#### Exercise requirements
Please set down, exactly, the line with "Summarize the content" and all lines that follow it through the end of the records below.

#### Data for processing
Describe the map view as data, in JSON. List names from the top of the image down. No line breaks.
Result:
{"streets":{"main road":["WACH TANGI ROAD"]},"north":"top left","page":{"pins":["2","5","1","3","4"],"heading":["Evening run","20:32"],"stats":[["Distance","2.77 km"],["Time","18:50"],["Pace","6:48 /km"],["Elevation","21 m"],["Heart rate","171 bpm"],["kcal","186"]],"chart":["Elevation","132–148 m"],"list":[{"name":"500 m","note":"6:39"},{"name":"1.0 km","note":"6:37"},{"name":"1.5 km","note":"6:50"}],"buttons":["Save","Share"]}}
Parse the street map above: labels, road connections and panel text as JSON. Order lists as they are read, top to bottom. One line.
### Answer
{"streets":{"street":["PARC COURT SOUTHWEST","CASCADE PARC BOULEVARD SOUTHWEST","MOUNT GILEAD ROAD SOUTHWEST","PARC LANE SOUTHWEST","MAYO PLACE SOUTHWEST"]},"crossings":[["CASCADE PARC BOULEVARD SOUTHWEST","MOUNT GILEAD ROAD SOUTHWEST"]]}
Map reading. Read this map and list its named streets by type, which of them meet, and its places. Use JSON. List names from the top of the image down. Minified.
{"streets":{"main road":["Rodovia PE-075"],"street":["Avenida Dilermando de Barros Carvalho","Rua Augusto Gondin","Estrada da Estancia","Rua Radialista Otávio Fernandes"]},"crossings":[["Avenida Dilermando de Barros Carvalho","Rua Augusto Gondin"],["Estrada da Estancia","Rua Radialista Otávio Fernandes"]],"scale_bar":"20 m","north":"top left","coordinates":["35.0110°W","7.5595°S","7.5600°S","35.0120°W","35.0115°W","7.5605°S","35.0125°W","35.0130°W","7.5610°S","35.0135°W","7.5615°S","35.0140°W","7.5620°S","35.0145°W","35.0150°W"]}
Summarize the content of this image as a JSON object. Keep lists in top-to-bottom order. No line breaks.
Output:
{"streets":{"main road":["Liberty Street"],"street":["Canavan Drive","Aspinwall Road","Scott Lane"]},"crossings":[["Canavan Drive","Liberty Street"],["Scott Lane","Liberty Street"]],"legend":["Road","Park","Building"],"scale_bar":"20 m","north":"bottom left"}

#### Reply
Summarize the content of this image as a JSON object. Keep lists in top-to-bottom order. No line breaks.
Output:
{"streets":{"main road":["Liberty Street"],"street":["Canavan Drive","Aspinwall Road","Scott Lane"]},"crossings":[["Canavan Drive","Liberty Street"],["Scott Lane","Liberty Street"]],"legend":["Road","Park","Building"],"scale_bar":"20 m","north":"bottom left"}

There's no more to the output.